How about misdirection, which can be funny by taking readers someplace they expect to go and suddenly shifting direction.

“I looked down at my five-year-old son who broke the window and lied about it. I was shocked to think he wouldn’t tell the truth, and had to get him to understand what he’d done wrong, so I knelt on one knee, took his small shoulders in my big hands and looked him in the eye. Son, I have something to tell you.”

“What?”

“Quit picking your nose.”

Most of the things we laugh at in real life are true stories that someone exaggerates for effect. I once wrote a column about running from a bear while wearing a backpack…

“That thing was right on my heels, and I ran like rats across the tundra. My backpack came open and I left a string of equipment behind, my tent, half the food I’d packed, tent stakes, the stove, a laptop computer, two cameras, a chair, the kitchen sink and a VCR along with all my John Wayne videos. Now light as a feather, I left the bear far behind, sniffing the laptop full of newspaper columns and probably wondering what stunk so bad.”

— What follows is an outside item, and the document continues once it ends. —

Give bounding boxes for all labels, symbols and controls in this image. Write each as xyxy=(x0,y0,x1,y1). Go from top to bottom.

Some other things I’ve learned:

Don’t try to write jokes. Look for something that happened in real life and make a few changes. Here in Texas, every truck has a trailer hitch. We all know they’re right there, but when the guys get together, someone inadvertently barks his shin on the damn thing. While we curse and rub that shin, the rest laugh like loons. What is it that makes us guys giggle like little girls? We’ve all done it. Exaggerated familiarity is funny

Don’t tell your reader something is funny: “Hurts, don’t it,” he joked. Like the old saying goes, if you have to explain it, it ain’t funny.

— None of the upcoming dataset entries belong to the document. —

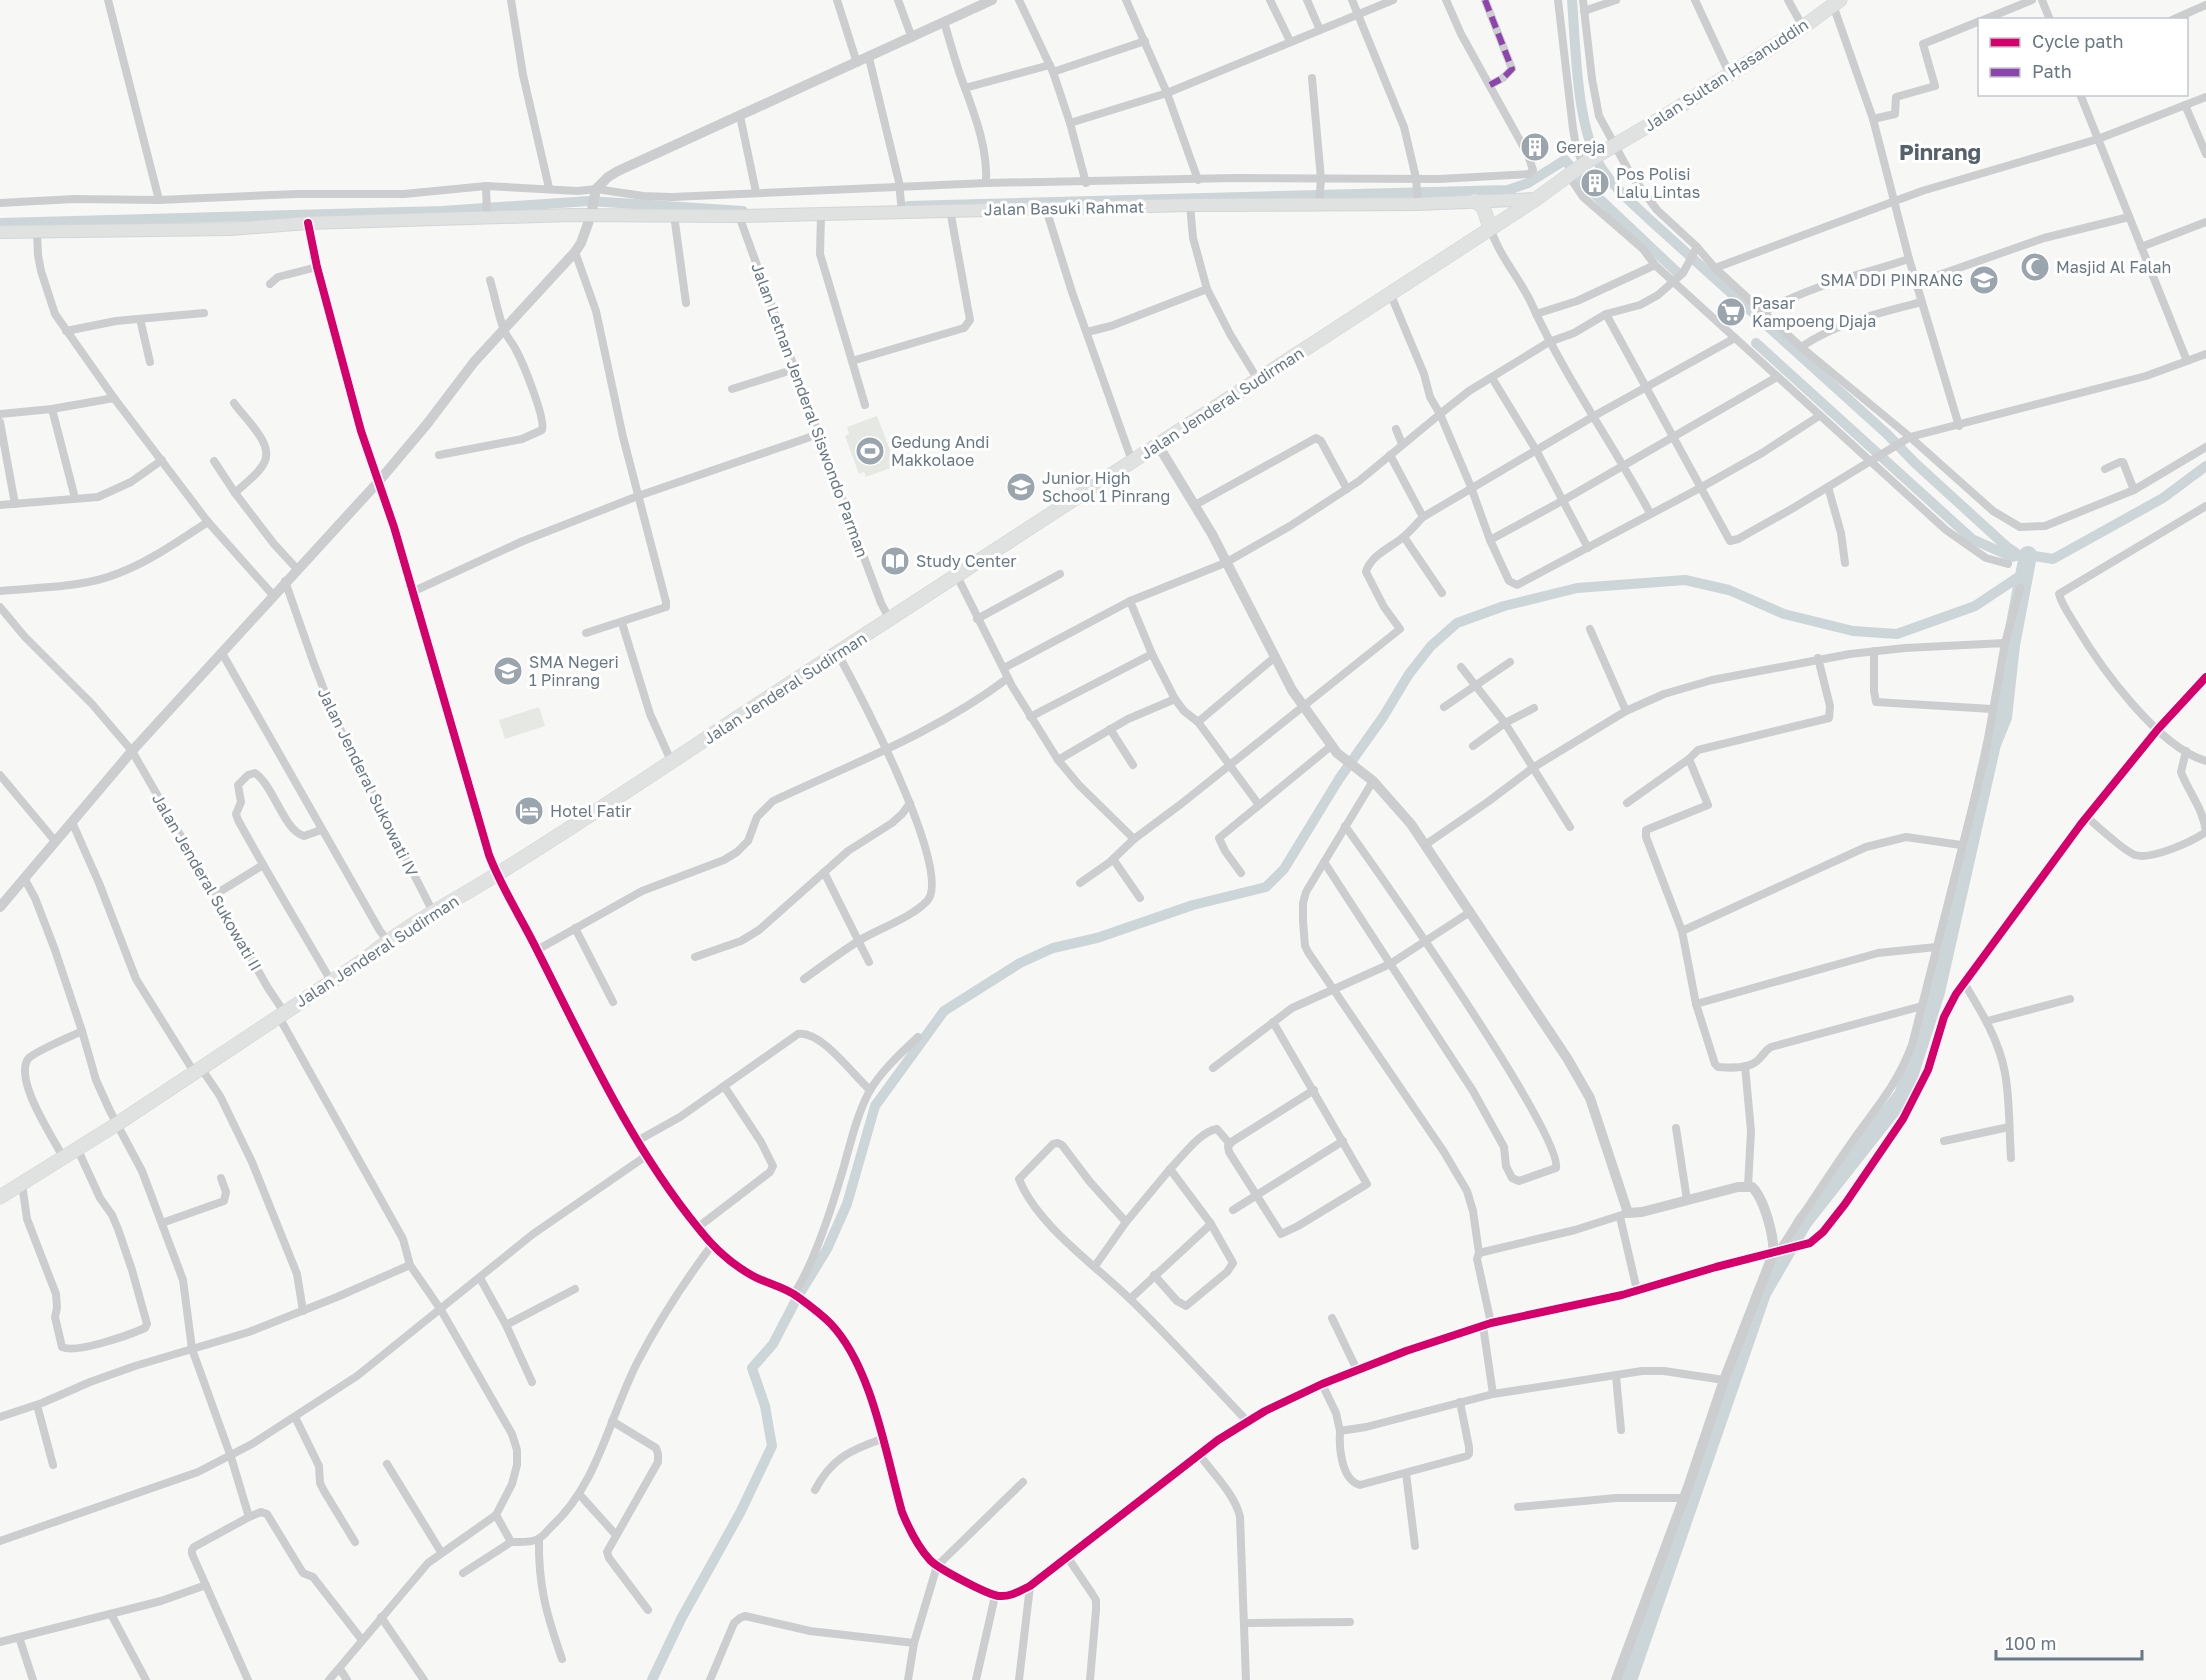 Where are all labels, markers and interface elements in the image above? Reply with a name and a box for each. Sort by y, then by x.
street label: Jalan Sultan Hasanuddin [1640,14,1812,136]
legend [1978,18,2188,96]
text: Cycle path [2032,30,2124,52]
text: Path [2032,60,2072,82]
building icon: Gereja [1519,131,1551,163]
place label: Gereja [1556,137,1605,157]
district label: Pinrang [1899,138,1981,165]
place label: Pos Polisi Lalu Lintas [1616,164,1700,202]
building icon: Pos Polisi Lalu Lintas [1579,167,1611,199]
street label: Jalan Basuki Rahmat [984,197,1144,219]
mosque icon: Masjid Al Falah [2019,251,2051,283]
place label: Masjid Al Falah [2056,257,2171,277]
street label: Jalan Letnan Jenderal Siswondo Parman [747,260,873,560]
school or university icon: SMA DDI PINRANG [1968,264,2000,296]
place label: SMA DDI PINRANG [1820,270,1963,290]
place label: Pasar Kampoeng Djaja [1752,293,1876,331]
supermarket icon: Pasar Kampoeng Djaja [1715,296,1747,328]
street label: Jalan Jenderal Sudirman [1137,343,1307,463]
place label: Gedung Andi Makkolaoe [891,432,989,470]
sports icon: Gedung Andi Makkolaoe [854,435,886,467]
place label: Junior High School 1 Pinrang [1042,468,1170,506]
school or university icon: Junior High School 1 Pinrang [1005,471,1037,503]
library icon: Study Center [879,545,911,577]
place label: Study Center [916,551,1017,571]
street label: Jalan Jenderal Sudirman [700,628,870,748]
place label: SMA Negeri 1 Pinrang [529,652,619,690]
school or university icon: SMA Negeri 1 Pinrang [492,655,524,687]
street label: Jalan Jenderal Sukowati IV [314,684,423,880]
street label: Jalan Jenderal Sukowati II [148,790,266,974]
hotel icon: Hotel Fatir [513,795,545,827]
place label: Hotel Fatir [550,801,632,821]
street label: Jalan Jenderal Sudirman [292,891,462,1011]
scale bar [1996,1623,2142,1661]
text: 100 m [2005,1632,2056,1654]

Avoid sarcasm, except to identify a character.

Surprise your reader.

I’ve judged humor writing contests, and cousin, exclamation points don’t make a story funny!

Use humor sparingly, unless you’re shoving it in someone’s face, like this slightly insane column I wrote some years ago about an Outdoor Detective that somehow caught on with readers. I only produce one of these a year. They’re a lot like fruit cakes, you don’t want too many, but an occasional bite is good.

The Case of the Invisible Case

I’d been puttering around my office all afternoon. After a while I put the putter away, kicked the golf balls into a corner and leaned back in my chair. Putting my feet on the battered desk, I scraped some off on the floor and relaxed.

I had just returned to my job as the Outdoor Detective from a weekend of pheasant hunting in the Texas high plains. We flushed birds for two days. Then I called the plumber and he cleared the drain.

“Don’t flush anymore pheasants,” he ordered.

I joined him and ordered a hamburger and fries as well.

“Try flushing quail, they’re smaller,” he said, then left.

A timid knock at my office door caught my attention. It was noir time. I turned on the background saxophone music to set the mood. “Come in.”

The man who entered looked like he wanted to run. He was sweating. It was his running shoes, headband, and shorts that gave him away. “Where’s that sax music coming from?”

“It’s a mystery ain’t it. That’s what I do. Solve mysteries. What can I do for you?”

“My name is Nobody. I want to hire the Outdoor Detective.”

“That’s me,” I answered.

“I expected more.”

“They always do. What can I do for you?”

“I want to hire you to find my missing hunting guide. His name is Earl. You need to keep your eyes peeled for him.”

“I’d rather not,” I said. “They always dry out when I do that, and those dried peelings crackle under your feet.”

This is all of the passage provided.